Intellectual Property and Sustainable Development: Development Agendas in a Changing World
Intellectual property (IP) has gained an unprecedented importance in a globalizing world where knowledge and innovation are key drivers of growth and prosperity. At the same time, the role of IP in relation to public policy objectives and development goals has come to the forefront of a vigorous policy debate.
This book considers a number of new and emerging IP issues from a development perspective. Case studies from Africa, Asia, and Latin America examine the impact of IP on the pharmaceutical sector, the protection of life forms and traditional knowledge, geographical indications, access to knowledge and the role of competition policy. The challenges developing countries face in the TRIPS-Plus world are also addressed. The experiences revealed, as well as cyclical attitudes toward IP, show that there is ultimately no universal model of IP protection.
“Ricardo Meléndez-Ortiz and Pedro Roffe of the ICTSD have put together an important book for those interested in global intellectual property reforms and the development implications for the existing international intellectual property system. The volume draws on a rich array of experiences and perspectives in countries from across the world. It is insightful, provocative, well-conceived and highly recommended.”
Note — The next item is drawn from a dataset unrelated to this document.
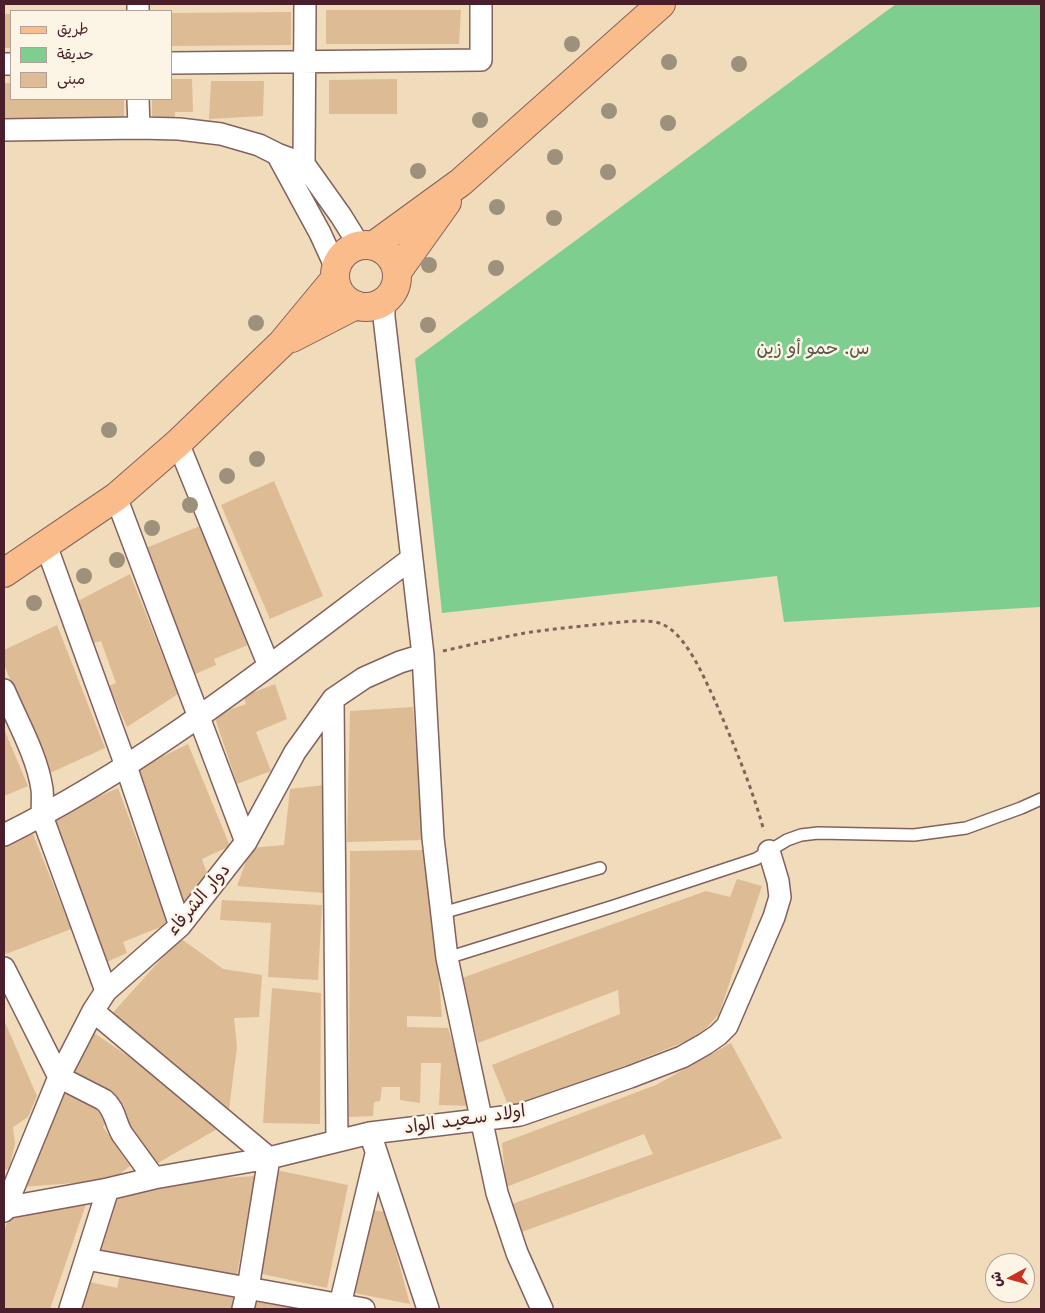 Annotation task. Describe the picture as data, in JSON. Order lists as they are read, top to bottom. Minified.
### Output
{"streets":{"street":["دوار الشرفاء","اولاد سـعيـد الواد"]},"crossings":[["دوار الشرفاء","اولاد سـعيـد الواد"]],"parks":["س. حمو أو زين"],"legend":["طريق","حديقة","مبنى"],"north":"left"} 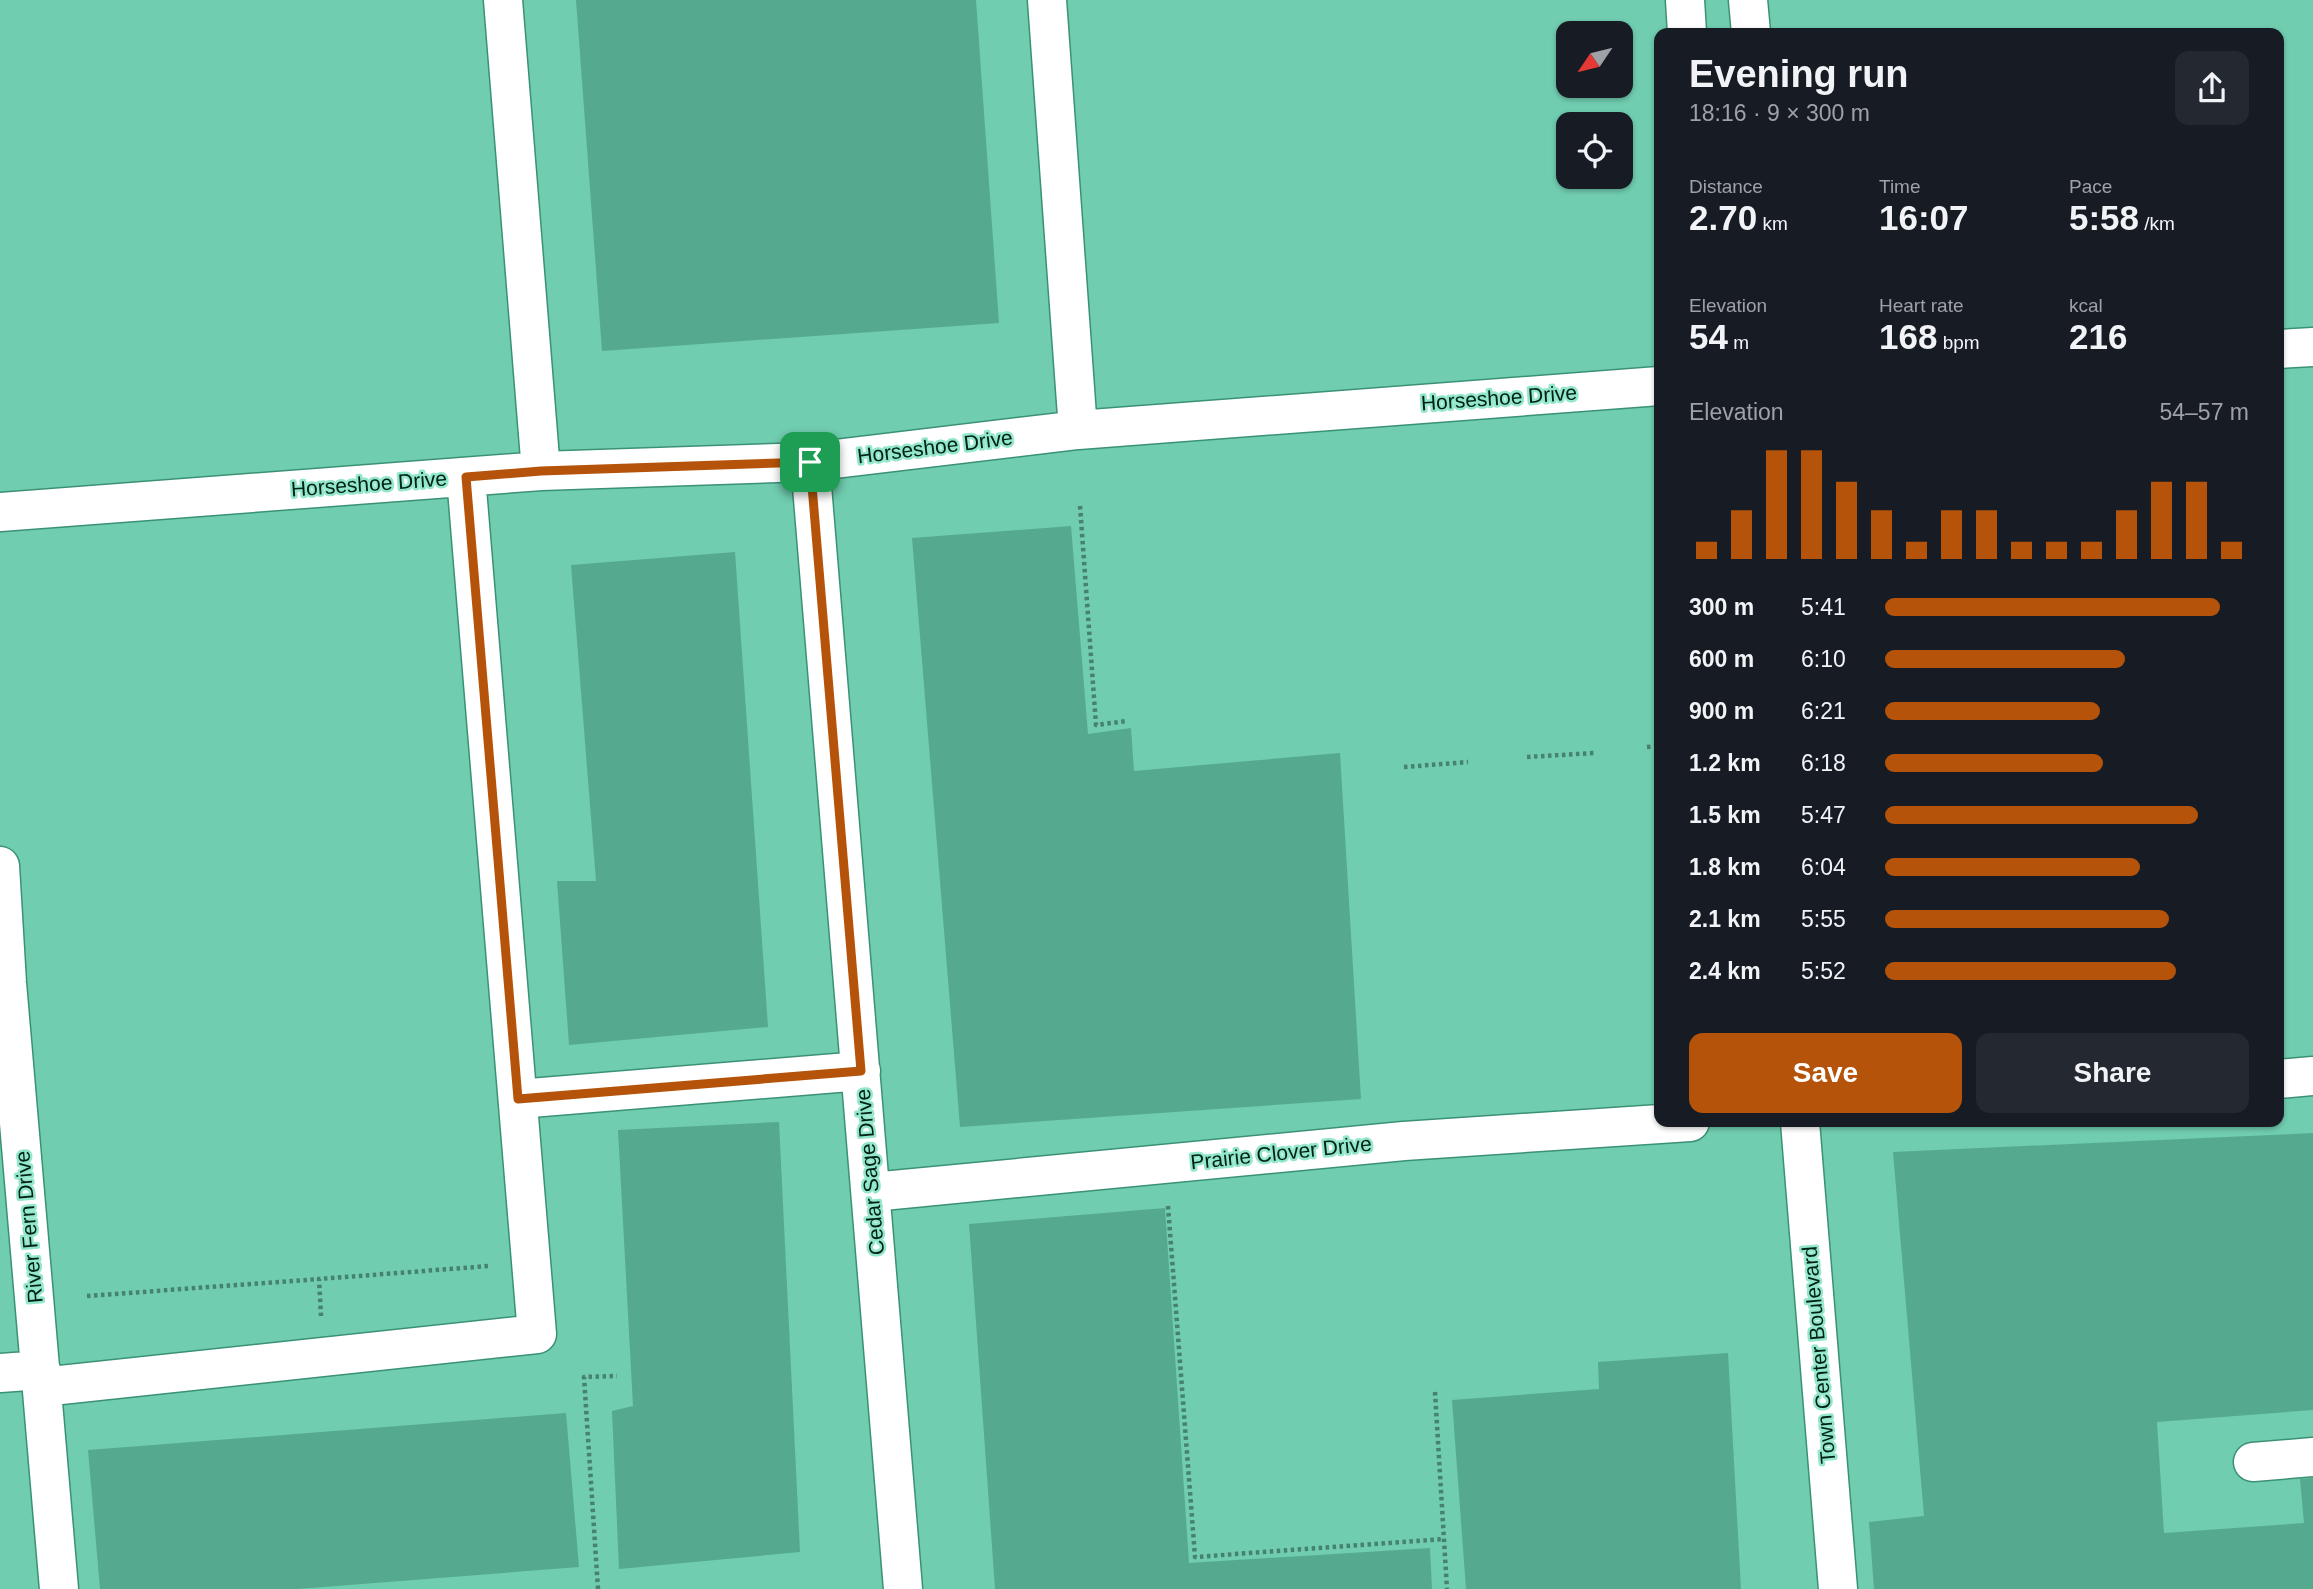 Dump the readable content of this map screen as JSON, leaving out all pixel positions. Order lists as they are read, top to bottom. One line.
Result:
{"streets":{"street":["Horseshoe Drive","Prairie Clover Drive","Cedar Sage Drive","River Fern Drive","Town Center Boulevard"]},"crossings":[["Horseshoe Drive","Cedar Sage Drive"],["Prairie Clover Drive","Cedar Sage Drive"]],"north":"bottom left","page":{"heading":["Evening run","18:16 · 9 × 300 m"],"stats":[["Distance","2.70 km"],["Time","16:07"],["Pace","5:58 /km"],["Elevation","54 m"],["Heart rate","168 bpm"],["kcal","216"]],"chart":["Elevation","54–57 m"],"list":[{"name":"300 m","note":"5:41"},{"name":"600 m","note":"6:10"},{"name":"900 m","note":"6:21"},{"name":"1.2 km","note":"6:18"},{"name":"1.5 km","note":"5:47"},{"name":"1.8 km","note":"6:04"},{"name":"2.1 km","note":"5:55"},{"name":"2.4 km","note":"5:52"}],"buttons":["Save","Share"]}}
– Peter Yu, Kern Family Chair in Intellectual Property Law, Director, Intellectual Property Law Center, Drake University Law School
The diverse range of contributions to this thought-provoking book offer a wide variety of alternative perspectives on and solutions for the controversial issues surrounding the role of IP within sustainable development. As such, it will prove a stimulating read for government policy-makers, trade negotiators, academics, lawyers and IP practitioners in general, UN and other intergovernmental agencies, development campaigners and aid agencies, environmentalist groups and university students.
‘This detailed book provides a comprehensive overview of the changing face of intellectual property internationally. With chapters from leading experts and scholars from across the globe, there is a thorough analysis of the multiple issues faced by developing countries and regions. This book is a must-have for anyone working in the field of intellectual property and sustainable development in the post-TRIPS world.’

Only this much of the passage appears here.